## GOAL OF THE EXERCISE
Copy out each line containing "after" from the entries below.

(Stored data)
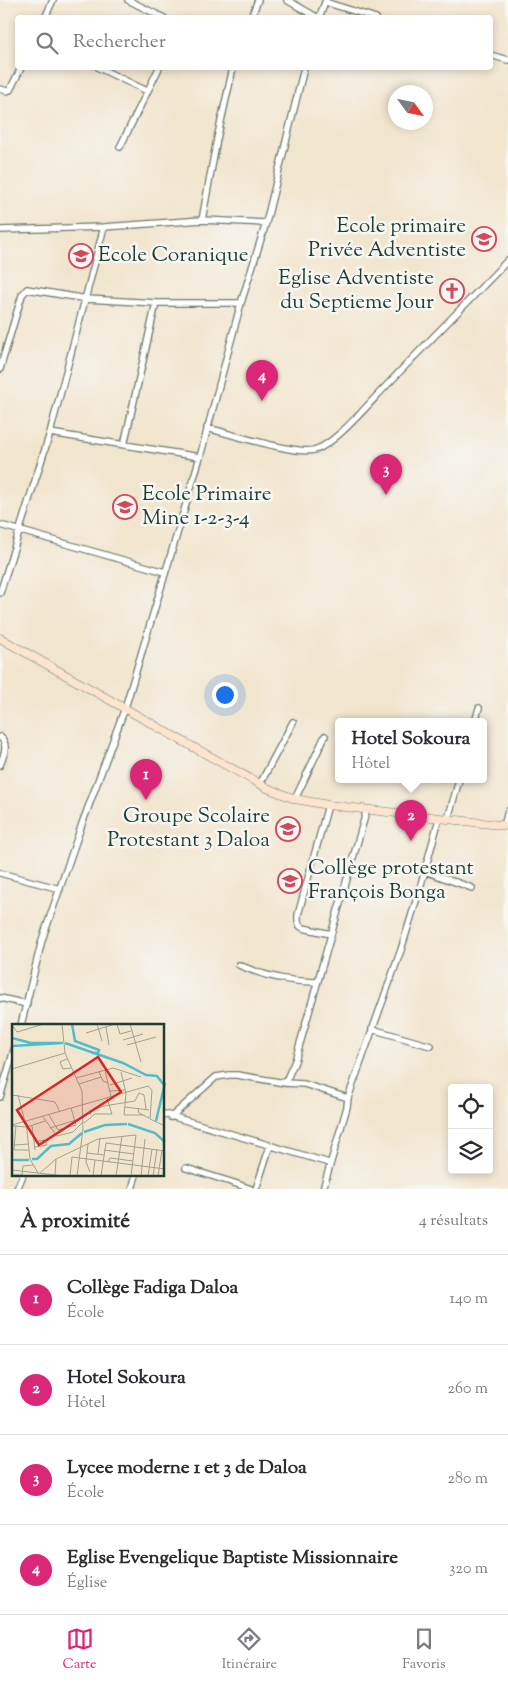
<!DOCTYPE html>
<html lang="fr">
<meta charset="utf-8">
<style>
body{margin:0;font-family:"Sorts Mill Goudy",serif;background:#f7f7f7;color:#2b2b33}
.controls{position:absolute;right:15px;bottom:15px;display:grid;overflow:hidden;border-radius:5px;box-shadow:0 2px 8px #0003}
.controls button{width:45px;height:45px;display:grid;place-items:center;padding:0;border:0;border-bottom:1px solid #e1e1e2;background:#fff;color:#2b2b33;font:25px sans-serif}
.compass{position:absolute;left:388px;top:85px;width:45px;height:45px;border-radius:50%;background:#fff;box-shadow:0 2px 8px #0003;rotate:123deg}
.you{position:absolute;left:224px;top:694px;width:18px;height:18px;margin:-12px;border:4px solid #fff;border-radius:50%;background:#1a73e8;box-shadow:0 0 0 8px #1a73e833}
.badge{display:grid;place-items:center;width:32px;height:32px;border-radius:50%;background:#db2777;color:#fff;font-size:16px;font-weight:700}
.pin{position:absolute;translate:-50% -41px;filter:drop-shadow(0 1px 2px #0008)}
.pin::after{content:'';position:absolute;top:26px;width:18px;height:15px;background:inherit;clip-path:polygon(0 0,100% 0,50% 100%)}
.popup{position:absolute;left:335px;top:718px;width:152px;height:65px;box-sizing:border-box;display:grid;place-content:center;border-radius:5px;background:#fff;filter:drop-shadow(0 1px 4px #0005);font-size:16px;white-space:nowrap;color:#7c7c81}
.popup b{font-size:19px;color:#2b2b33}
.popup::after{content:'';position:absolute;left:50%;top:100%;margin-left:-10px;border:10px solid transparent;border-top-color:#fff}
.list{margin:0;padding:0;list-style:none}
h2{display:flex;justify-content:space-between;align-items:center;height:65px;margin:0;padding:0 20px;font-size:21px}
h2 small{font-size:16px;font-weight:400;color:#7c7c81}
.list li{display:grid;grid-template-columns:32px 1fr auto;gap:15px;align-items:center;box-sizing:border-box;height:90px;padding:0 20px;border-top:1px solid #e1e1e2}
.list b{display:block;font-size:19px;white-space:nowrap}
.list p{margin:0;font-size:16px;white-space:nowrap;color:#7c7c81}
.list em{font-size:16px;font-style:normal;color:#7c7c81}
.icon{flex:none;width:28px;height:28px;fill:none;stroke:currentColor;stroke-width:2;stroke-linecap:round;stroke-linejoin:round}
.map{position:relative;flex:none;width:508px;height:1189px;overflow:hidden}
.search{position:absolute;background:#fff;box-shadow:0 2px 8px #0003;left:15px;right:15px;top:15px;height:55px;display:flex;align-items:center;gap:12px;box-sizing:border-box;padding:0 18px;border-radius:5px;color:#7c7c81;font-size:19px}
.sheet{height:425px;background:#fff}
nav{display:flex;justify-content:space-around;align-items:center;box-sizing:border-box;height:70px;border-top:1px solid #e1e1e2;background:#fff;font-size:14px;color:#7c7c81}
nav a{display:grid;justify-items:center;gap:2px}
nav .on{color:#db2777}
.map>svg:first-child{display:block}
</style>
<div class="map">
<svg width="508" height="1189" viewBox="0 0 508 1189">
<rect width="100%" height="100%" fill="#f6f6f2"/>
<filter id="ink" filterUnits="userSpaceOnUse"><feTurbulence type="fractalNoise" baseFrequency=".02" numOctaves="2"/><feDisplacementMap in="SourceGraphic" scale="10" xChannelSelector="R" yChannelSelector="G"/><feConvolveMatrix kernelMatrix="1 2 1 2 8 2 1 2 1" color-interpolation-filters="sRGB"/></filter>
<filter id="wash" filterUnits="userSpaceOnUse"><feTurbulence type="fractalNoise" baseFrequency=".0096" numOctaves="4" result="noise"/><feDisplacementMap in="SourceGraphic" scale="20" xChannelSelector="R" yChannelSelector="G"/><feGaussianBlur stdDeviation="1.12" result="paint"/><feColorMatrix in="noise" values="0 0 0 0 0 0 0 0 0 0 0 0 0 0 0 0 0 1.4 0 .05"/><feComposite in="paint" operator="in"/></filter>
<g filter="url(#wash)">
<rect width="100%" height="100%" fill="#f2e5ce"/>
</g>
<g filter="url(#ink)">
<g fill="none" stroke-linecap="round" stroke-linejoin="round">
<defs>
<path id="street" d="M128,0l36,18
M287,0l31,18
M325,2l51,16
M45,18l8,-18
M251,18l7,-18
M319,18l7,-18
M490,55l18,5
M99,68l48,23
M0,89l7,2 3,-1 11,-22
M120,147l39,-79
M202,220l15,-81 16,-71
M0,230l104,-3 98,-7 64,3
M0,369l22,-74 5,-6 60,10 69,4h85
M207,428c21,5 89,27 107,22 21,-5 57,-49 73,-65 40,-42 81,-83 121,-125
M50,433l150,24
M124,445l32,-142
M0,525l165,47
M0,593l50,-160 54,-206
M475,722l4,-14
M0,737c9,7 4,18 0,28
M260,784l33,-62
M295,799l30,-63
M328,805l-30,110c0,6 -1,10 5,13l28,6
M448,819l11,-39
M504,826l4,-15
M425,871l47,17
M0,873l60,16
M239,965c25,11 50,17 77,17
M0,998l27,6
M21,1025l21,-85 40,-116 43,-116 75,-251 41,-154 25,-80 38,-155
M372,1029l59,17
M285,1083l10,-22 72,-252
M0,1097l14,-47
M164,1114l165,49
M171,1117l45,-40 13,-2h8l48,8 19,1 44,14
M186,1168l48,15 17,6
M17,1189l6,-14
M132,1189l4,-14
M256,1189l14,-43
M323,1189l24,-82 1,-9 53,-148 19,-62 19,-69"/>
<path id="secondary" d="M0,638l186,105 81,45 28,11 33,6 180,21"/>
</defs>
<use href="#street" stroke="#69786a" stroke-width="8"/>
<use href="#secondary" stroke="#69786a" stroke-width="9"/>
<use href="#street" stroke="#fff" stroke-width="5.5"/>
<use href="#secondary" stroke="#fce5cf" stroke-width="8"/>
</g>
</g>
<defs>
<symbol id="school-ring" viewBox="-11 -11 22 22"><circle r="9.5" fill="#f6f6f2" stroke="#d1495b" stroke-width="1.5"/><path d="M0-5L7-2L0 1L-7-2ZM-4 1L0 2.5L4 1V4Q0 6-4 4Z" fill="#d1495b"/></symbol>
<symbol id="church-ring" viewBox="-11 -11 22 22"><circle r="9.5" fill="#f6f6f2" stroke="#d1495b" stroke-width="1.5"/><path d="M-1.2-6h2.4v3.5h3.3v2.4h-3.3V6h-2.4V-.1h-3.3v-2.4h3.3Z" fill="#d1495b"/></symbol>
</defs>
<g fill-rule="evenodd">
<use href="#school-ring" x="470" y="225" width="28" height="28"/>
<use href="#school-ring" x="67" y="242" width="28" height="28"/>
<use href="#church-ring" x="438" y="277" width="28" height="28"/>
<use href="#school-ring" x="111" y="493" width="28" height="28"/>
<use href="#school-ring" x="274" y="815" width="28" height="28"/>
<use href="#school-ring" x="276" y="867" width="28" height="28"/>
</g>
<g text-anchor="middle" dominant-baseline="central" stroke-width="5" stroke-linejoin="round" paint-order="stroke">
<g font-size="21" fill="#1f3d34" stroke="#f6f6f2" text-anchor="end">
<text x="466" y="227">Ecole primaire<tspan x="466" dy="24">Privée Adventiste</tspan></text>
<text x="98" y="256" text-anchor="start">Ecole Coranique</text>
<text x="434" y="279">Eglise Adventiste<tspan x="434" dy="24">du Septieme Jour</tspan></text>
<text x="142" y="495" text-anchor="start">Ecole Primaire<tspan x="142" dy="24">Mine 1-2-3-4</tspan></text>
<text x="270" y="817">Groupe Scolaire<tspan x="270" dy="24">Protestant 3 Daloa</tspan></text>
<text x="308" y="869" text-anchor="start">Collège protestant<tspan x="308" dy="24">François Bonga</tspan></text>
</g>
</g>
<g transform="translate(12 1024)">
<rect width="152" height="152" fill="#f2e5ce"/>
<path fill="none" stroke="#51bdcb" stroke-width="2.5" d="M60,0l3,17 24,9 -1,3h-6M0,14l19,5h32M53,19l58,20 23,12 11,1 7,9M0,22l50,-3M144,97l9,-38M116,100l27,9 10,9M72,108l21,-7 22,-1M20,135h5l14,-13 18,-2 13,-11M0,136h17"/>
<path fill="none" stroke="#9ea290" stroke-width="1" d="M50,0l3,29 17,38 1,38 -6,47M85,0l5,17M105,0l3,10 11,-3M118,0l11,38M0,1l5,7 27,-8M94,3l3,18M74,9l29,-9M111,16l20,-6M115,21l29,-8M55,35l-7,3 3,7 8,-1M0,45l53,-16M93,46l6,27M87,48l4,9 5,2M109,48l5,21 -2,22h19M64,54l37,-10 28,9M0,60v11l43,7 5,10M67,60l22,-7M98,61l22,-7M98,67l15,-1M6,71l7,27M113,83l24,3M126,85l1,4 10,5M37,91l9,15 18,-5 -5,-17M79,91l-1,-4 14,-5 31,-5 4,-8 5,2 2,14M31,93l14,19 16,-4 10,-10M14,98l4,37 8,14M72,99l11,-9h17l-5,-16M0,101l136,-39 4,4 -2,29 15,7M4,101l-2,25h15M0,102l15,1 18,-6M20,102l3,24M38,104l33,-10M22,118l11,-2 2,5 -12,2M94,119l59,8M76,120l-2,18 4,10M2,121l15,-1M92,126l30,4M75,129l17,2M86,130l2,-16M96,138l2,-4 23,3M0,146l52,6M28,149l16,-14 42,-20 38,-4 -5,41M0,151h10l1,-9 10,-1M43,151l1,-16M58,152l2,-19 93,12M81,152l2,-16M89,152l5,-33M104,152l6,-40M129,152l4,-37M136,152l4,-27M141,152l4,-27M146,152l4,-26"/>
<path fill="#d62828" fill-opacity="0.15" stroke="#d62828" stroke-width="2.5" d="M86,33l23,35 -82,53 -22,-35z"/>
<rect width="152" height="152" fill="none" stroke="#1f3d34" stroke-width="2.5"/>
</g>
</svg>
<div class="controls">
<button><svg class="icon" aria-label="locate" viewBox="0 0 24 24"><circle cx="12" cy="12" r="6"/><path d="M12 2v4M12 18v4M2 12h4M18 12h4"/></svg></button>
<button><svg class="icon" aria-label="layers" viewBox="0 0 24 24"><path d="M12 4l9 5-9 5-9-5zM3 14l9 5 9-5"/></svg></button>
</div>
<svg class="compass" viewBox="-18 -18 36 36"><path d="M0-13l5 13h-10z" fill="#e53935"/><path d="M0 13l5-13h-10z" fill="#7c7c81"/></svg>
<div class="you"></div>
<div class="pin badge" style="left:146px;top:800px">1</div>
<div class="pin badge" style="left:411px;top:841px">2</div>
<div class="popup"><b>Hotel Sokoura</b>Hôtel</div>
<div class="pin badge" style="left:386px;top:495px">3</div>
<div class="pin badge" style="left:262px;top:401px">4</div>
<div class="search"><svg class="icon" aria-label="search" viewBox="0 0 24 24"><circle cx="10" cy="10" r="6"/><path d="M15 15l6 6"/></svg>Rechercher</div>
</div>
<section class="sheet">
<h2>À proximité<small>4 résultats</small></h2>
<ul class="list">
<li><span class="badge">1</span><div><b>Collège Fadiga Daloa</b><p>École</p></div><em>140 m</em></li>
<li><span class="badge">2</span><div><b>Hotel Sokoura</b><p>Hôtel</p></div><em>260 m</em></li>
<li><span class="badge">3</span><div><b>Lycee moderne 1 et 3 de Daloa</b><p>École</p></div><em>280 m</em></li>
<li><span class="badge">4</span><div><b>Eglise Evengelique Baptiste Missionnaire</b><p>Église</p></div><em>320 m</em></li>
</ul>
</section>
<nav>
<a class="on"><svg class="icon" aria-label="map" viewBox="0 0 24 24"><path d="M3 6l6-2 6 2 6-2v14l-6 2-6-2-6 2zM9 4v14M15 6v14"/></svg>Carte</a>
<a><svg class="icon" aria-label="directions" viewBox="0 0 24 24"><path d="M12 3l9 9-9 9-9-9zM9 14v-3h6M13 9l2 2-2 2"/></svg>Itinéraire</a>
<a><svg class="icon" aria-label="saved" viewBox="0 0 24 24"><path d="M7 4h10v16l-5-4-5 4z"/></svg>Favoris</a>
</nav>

## SOLUTION TO THE PROBLEM
.pin::after{content:'';position:absolute;top:26px;width:18px;height:15px;background:inherit;clip-path:polygon(0 0,100% 0,50% 100%)}
.popup::after{content:'';position:absolute;left:50%;top:100%;margin-left:-10px;border:10px solid transparent;border-top-color:#fff}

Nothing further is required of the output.